Humanist Discussion Group

Humanist Archives: June 17, 2020, 7:51 a.m. Humanist 34.117 - annotating notation

                  Humanist Discussion Group, Vol. 34, No. 117.
            Department of Digital Humanities, King's College London
                   Hosted by King's Digital Lab
                       www.dhhumanist.org
                Submit to: humanist@dhhumanist.org


    [1]    From: Peter Robinson 
           Subject: Humanist 34.89 to 34.116, on texts, hierarchies, XML, JSON (143)

    [2]    From: Desmond  Schmidt 
           Subject: Re: [Humanist] 34.113: annotating notation (40)

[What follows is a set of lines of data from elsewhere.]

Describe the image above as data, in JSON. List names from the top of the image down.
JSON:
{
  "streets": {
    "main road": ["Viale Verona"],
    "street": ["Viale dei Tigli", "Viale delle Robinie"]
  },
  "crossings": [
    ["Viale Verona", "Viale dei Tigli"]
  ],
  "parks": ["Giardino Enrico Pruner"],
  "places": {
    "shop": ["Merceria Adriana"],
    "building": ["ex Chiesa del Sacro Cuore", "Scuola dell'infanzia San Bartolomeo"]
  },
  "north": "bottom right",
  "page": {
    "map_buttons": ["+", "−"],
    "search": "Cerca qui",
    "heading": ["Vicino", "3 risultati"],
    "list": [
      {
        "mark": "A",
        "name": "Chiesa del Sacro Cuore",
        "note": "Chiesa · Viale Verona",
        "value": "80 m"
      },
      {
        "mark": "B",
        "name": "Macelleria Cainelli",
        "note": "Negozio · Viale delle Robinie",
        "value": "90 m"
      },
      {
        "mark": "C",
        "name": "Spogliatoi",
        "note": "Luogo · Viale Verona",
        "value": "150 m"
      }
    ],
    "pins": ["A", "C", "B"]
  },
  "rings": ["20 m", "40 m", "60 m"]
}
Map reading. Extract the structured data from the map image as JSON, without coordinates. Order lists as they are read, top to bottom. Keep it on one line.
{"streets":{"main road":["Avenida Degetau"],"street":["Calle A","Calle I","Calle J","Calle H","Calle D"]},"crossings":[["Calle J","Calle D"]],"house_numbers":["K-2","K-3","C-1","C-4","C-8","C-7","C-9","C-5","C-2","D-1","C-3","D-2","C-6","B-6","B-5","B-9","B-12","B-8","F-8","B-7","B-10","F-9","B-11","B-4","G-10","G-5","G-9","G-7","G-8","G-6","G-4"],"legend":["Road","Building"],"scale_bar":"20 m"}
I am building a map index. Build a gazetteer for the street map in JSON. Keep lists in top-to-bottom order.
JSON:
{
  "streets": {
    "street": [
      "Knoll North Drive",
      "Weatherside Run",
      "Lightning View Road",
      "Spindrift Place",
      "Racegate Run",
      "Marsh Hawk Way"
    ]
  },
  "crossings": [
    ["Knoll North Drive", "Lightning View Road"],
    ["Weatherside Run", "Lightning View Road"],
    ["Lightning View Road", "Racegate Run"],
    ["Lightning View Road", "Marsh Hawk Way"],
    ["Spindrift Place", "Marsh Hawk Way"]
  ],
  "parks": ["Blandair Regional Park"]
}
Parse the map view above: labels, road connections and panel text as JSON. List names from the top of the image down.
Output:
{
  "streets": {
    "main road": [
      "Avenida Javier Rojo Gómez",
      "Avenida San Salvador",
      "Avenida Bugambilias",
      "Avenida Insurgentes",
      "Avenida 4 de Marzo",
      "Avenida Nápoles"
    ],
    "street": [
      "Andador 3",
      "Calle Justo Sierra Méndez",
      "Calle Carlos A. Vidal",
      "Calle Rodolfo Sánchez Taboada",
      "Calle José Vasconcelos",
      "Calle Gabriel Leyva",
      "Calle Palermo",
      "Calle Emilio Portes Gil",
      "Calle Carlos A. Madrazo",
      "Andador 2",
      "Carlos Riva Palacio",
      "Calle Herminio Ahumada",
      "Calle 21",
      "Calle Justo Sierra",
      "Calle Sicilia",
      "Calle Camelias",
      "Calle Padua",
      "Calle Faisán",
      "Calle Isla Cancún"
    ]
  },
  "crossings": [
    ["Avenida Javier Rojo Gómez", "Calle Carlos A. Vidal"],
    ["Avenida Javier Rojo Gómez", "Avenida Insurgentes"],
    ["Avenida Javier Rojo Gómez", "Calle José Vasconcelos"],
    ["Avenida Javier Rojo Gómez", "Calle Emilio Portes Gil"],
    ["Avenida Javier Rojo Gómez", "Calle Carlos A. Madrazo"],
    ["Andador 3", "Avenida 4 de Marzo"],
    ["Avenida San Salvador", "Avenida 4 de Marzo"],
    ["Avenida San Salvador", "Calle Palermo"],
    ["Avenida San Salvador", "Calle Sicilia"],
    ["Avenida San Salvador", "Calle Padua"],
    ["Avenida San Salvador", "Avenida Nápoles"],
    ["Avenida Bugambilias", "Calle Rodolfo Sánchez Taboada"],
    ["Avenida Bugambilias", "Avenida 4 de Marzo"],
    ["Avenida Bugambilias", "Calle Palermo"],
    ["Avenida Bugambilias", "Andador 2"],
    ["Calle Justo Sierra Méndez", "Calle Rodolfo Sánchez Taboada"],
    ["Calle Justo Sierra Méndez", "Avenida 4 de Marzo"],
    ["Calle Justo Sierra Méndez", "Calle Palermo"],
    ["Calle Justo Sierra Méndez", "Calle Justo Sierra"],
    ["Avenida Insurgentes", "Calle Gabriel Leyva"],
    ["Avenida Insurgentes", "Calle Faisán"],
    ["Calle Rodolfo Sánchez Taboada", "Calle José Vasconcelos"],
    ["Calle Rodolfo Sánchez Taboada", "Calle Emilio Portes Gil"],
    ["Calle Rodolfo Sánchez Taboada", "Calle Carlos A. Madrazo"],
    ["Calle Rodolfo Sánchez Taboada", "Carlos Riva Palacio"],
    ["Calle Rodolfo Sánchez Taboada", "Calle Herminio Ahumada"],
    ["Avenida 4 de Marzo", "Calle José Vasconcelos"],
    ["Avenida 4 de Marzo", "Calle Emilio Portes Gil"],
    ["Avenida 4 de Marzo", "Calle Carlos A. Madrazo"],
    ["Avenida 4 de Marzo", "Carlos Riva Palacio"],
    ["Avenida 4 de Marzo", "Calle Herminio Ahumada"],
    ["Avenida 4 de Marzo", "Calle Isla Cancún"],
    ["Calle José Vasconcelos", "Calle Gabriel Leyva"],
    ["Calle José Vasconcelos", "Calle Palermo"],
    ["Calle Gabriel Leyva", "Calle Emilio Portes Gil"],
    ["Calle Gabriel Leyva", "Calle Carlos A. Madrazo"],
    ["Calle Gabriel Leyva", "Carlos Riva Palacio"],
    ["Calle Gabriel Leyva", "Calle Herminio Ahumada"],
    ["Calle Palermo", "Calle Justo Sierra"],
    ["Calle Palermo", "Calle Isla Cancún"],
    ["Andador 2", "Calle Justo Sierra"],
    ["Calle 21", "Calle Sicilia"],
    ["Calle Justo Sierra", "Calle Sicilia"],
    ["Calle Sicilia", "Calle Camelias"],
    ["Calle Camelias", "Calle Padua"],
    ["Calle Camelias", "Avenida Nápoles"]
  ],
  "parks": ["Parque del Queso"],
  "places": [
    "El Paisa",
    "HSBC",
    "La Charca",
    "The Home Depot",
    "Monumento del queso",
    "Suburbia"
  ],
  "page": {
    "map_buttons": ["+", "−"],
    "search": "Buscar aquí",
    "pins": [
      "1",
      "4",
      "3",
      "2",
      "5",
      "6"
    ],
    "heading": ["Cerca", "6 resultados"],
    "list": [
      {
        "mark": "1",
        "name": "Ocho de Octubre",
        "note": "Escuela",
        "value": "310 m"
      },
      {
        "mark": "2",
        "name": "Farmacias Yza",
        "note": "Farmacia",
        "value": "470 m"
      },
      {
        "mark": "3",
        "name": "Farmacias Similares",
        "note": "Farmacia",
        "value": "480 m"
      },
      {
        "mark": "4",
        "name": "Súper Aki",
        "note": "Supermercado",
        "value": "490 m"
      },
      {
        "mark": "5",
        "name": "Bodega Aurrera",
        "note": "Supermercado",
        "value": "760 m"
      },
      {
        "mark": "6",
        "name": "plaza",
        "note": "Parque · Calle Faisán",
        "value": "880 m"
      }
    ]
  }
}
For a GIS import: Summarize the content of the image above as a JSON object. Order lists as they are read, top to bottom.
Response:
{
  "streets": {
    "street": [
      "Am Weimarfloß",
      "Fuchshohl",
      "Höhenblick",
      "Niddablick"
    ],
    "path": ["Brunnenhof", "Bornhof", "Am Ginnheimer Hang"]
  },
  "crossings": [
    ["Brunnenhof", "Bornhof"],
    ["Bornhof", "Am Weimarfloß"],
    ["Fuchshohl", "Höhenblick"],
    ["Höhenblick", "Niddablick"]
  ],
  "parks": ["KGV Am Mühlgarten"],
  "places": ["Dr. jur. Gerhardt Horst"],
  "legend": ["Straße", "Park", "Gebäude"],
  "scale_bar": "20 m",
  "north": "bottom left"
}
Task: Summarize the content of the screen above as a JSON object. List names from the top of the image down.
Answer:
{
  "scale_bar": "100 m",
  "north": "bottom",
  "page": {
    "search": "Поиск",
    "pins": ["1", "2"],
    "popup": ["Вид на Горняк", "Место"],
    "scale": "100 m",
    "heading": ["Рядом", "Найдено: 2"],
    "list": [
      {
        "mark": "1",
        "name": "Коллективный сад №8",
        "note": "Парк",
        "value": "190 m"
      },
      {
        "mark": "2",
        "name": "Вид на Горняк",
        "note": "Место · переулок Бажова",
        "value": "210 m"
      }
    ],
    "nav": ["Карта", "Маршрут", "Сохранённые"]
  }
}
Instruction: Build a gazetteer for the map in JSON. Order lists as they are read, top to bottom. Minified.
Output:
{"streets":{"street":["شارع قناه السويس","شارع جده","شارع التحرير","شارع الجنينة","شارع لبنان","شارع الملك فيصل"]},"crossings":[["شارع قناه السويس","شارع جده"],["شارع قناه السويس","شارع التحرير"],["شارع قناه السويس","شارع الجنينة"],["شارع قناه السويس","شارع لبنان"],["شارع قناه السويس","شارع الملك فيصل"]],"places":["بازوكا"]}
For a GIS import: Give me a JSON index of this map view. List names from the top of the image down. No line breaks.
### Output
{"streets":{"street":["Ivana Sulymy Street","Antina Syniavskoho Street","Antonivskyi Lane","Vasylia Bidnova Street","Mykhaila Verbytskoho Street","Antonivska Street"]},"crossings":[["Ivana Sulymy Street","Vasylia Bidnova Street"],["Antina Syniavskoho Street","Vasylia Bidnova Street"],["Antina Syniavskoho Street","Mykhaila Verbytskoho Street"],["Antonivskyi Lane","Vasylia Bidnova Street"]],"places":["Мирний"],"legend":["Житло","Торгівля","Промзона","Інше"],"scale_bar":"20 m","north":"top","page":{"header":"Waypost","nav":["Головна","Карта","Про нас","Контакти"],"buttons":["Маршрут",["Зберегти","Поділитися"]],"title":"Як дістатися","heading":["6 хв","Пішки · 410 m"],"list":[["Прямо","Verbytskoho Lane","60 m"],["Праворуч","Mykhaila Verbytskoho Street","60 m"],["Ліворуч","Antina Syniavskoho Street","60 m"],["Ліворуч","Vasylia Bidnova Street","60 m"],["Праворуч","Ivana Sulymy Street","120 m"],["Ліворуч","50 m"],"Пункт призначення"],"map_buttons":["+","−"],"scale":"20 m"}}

--[1]------------------------------------------------------------------------
        Date: 2020-06-16 14:55:08+00:00
        From: Peter Robinson 
        Subject: Humanist 34.89 to 34.116, on texts, hierarchies, XML, JSON


In response to the discussion about models of text,  JSON, XML, and hierarchies,
etc, which was sparked by Michael Sperberg-McQueen's comments on the Oxford
Concordance Program in 34.89, my reply in 34.93, and since carried on by
multiple further discussions, in 34.100 and 34.106 (M.S-M), 34.105 (Desmond
Schmidt), 34.108 (Herbert Wender on OHCO), 34.110 (Hugh Cayless, Desmond
Schmidt, William Pascoe), 34.113 (Hugh Cayless and John Keating), 34.116
(Willard McCarty, expressing some weariness),


First, a disclaimer, of sorts. I am not specially interested in discussions
about the merits of XML versus JSON etc, and I sympathize with Willard's
distaste for that cup of tea. My motivation in my original reply to Michael's
comments was not to promote JSON, but to incite a discussion about hierarchies
and texts. Especially, I wanted to draw people's attention to the model I have
proposed for text in various publications. Here are the essential parts of this
model:

1. The three key terms are 'document', 'text' and 'act of
communication'. I argue, most accessibly in https://www.academia.edu/43355876/
Creating_and_implementing_an_ontology_of_documents_and_texts, that
        'a text is an act of communication inscribed in a document'.
Accordingly, all texts have a double aspect. They are acts of communication, and
they are present in documents. Each aspect may be represented as a tree, with
each tree independent of the the other. Text may therefore be conceived as a
collection of leaves, with each leaf present on both the document and act of
communication trees. A typical document tree might be: document --> quires -->
pages--> columns --> line-like writing spaces; the act of communication tree
might be play --> acts -->  scenes --> lines. We use the term 'entity' as
shorthand for "act of communication'.

2. We may conceive an architecture for these three aspects as follows.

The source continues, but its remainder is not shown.